This task calls for copying each line below that contains "canvas".
*** Provided records Section Begins ***
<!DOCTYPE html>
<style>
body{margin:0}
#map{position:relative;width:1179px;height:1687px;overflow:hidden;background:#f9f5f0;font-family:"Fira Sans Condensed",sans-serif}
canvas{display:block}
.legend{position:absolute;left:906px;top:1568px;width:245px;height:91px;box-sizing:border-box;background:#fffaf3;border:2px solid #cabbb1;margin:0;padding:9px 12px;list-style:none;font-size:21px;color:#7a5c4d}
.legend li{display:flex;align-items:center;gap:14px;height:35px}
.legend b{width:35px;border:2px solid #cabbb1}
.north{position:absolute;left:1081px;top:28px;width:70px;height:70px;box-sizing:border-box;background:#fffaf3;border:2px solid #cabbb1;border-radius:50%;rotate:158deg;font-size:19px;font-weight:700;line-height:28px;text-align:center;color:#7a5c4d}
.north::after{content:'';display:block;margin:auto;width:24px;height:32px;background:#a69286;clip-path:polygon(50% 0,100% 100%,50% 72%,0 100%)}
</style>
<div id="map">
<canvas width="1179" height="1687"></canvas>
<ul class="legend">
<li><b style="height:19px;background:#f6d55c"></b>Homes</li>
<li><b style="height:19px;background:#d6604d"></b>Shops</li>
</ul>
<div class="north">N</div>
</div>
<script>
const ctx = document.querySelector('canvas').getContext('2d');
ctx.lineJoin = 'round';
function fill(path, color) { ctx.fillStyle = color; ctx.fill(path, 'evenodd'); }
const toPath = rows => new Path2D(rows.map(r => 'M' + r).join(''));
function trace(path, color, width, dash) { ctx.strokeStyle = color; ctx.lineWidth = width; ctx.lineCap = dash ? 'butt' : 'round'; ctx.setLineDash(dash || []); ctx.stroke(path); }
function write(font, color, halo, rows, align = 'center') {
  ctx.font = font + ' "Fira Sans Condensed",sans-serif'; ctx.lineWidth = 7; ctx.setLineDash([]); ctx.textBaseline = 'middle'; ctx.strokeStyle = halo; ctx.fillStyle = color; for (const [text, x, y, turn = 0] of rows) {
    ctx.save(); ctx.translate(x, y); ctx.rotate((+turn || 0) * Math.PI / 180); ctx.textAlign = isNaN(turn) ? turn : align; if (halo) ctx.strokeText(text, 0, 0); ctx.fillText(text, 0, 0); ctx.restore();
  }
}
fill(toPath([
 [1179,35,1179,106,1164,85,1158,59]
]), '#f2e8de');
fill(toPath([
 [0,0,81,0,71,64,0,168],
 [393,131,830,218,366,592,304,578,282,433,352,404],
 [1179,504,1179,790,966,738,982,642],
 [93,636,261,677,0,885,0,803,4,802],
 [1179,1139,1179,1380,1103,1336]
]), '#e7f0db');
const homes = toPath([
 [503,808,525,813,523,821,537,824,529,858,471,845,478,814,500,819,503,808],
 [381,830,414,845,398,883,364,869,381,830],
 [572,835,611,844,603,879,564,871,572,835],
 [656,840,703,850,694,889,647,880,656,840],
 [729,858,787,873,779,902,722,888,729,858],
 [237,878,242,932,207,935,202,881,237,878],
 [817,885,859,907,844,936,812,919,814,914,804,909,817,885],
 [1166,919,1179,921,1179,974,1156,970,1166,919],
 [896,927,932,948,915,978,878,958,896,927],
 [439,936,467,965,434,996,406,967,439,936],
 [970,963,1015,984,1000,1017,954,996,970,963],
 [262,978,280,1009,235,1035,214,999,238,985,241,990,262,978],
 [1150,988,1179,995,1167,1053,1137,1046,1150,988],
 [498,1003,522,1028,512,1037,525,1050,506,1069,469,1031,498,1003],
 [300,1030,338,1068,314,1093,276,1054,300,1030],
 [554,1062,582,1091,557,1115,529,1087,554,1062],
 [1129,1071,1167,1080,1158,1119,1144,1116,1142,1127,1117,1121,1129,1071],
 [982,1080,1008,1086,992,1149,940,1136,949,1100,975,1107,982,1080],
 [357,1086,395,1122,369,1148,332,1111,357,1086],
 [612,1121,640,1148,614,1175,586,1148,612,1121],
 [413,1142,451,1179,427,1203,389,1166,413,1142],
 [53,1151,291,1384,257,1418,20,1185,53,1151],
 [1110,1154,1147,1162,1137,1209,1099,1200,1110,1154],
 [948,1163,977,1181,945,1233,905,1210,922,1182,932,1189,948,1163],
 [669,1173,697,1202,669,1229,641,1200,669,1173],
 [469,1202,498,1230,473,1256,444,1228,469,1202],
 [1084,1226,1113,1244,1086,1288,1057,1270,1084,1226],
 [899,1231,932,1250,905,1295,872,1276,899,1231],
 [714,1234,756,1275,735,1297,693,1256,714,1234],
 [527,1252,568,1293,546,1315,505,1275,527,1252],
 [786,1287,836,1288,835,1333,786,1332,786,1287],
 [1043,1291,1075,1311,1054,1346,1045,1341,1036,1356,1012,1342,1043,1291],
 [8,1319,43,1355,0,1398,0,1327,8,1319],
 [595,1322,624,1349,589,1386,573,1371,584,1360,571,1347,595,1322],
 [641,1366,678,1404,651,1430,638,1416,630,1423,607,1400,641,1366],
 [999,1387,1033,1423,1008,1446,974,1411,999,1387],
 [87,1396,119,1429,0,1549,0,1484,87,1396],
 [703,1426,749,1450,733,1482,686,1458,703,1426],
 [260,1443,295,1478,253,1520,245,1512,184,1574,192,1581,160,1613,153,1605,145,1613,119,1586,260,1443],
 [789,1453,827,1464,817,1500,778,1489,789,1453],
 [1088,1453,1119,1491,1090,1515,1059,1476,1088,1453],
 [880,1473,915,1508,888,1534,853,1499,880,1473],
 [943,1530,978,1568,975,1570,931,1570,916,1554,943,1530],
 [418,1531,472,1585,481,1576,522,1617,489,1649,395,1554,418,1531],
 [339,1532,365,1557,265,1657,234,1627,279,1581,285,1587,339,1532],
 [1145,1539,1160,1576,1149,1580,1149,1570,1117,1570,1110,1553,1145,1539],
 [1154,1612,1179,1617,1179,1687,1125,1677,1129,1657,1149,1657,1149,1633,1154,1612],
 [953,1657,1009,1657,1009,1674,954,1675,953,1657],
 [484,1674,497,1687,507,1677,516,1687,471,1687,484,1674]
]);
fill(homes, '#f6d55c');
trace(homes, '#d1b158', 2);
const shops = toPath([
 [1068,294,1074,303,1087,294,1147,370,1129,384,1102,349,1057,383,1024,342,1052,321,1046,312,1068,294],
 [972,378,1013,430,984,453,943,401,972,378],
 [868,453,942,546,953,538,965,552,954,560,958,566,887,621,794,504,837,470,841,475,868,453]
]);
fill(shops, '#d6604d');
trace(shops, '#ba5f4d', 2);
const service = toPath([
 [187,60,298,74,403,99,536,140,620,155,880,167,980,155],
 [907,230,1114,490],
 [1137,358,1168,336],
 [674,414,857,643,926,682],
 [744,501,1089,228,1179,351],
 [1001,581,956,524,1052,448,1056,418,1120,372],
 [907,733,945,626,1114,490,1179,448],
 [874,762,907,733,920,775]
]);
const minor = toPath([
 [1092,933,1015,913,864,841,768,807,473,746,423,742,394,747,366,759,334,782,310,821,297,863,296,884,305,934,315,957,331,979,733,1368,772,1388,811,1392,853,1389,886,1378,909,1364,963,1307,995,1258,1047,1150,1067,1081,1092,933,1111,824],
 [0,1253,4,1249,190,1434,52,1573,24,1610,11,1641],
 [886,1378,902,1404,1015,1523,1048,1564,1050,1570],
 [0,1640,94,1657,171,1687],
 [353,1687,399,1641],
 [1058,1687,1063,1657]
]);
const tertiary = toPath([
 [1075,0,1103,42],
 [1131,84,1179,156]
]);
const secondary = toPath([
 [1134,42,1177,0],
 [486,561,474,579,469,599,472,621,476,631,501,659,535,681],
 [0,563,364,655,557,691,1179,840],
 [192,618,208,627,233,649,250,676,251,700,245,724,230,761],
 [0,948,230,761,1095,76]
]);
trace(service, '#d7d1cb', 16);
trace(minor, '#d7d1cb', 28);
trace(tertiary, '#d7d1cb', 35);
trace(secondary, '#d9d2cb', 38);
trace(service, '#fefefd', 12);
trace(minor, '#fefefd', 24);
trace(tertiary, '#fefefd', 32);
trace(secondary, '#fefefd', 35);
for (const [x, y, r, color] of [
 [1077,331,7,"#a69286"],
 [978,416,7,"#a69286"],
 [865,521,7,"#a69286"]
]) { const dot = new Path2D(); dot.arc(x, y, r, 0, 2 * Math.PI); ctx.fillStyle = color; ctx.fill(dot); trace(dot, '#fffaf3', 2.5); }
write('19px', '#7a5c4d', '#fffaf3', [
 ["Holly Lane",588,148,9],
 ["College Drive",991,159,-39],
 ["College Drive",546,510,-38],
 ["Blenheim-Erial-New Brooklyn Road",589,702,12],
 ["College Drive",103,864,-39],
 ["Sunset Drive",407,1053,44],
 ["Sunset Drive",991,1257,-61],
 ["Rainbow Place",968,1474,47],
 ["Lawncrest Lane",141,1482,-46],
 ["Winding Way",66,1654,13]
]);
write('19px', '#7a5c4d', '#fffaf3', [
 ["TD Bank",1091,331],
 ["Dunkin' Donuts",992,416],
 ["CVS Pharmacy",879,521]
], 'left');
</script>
*** Provided records Section Ends ***
▸ **Output**:
canvas{display:block}
<canvas width="1179" height="1687"></canvas>
const ctx = document.querySelector('canvas').getContext('2d');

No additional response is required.